Yulia Zak, MD, Emil Petrusa, PhD, Denise W Gee, MD. Massachusetts General Hospital

OBJECTIVES: Laparoscopic Roux-en-Y gastric bypass (RYGB) and laparoscopic sleeve gastrectomy (SG) both result in significant weight loss and reduction of comorbidities in the morbidly obese population. Although long-term data has been published on the complications after RYGB, sleeve gastrectomy is a relatively new procedure without a well-established long-term procedure-related morbidity profile. Our aim was to compare the 5-year data on re-operations occurring after and related to RYGB versus SG at a large academic bariatric center.

METHODS: Retrospective review of all the bariatric procedures at the Massachusetts General Hospital between 2009 and 2014.

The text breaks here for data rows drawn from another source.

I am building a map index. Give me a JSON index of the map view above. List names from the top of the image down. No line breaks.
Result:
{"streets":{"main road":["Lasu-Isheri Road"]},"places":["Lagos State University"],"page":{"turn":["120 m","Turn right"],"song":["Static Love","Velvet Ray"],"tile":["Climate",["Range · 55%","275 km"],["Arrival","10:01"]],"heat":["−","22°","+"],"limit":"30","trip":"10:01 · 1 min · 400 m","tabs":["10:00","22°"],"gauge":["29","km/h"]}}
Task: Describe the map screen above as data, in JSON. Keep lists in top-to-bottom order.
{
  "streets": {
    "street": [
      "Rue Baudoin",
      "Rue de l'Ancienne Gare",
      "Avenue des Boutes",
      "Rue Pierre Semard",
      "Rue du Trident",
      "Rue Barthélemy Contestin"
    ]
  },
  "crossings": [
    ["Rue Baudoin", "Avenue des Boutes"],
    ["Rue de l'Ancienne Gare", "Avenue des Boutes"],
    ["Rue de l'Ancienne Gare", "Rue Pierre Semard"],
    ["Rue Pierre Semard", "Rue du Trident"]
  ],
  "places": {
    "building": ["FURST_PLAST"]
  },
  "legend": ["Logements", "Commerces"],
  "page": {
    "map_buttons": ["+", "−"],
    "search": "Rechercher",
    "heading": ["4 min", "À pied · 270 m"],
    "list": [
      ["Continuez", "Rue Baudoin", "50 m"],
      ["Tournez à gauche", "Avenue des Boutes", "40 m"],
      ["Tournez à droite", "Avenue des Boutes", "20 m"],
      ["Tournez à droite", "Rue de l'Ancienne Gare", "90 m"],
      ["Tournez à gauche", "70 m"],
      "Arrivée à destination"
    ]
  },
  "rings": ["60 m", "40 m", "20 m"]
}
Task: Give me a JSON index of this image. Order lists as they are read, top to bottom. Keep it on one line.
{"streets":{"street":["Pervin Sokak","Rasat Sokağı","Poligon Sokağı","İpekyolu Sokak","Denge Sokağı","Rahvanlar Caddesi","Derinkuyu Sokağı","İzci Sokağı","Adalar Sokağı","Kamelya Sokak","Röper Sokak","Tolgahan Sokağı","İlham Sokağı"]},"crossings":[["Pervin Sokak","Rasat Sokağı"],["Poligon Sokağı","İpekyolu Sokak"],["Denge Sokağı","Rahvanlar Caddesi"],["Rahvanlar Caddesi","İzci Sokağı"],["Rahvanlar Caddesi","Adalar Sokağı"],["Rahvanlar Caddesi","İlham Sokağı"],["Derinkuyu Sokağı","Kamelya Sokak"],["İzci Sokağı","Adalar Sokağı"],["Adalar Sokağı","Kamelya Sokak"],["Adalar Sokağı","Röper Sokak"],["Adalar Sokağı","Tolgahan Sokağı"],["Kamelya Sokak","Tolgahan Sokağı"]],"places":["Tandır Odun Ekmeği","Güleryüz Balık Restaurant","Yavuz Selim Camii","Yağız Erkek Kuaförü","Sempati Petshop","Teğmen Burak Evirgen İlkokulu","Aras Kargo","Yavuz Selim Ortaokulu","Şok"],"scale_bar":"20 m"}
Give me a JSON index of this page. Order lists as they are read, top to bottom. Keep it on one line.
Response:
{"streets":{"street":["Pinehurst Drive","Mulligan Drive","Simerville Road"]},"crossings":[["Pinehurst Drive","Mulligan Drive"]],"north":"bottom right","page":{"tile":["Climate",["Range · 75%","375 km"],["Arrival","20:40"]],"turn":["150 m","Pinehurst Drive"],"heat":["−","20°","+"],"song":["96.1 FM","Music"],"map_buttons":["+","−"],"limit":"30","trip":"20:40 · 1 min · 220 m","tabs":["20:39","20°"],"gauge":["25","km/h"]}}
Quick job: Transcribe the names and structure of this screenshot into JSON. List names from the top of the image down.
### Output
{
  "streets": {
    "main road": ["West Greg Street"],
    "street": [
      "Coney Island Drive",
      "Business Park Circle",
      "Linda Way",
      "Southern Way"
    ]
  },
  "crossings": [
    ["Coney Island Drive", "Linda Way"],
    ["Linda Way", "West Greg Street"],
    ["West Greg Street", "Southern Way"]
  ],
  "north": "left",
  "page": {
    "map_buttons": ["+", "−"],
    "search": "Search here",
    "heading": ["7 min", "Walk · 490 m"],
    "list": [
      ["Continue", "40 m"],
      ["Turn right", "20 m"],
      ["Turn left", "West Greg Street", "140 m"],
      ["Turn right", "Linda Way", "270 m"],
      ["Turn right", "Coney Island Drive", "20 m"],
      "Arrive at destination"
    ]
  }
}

RESULTS: A total of 934 laparoscopic RYGB and 553 SG were performed. There were no significant differences in the gender, age, or BMI of the patients at the time of their index operations (p > 0.05 for all). A higher percentage of RYGB patients required cholecystectomy as compared to SG patients (5% vs. 2%, X2 = 8.63, p < 0.01). There was also a significant difference in the proportion of patients requiring re-operations for other reasons following RYGB as compared to SG (6.9% vs. 0.9%, X2 = 27.8, p < .01). 32.8% of these bypass patients underwent more than one re-operation. This confers a relative risk of 11.5 (95% CI 4.69-28.5) onto the patients undergoing RYGB as compared to those undergoing SG.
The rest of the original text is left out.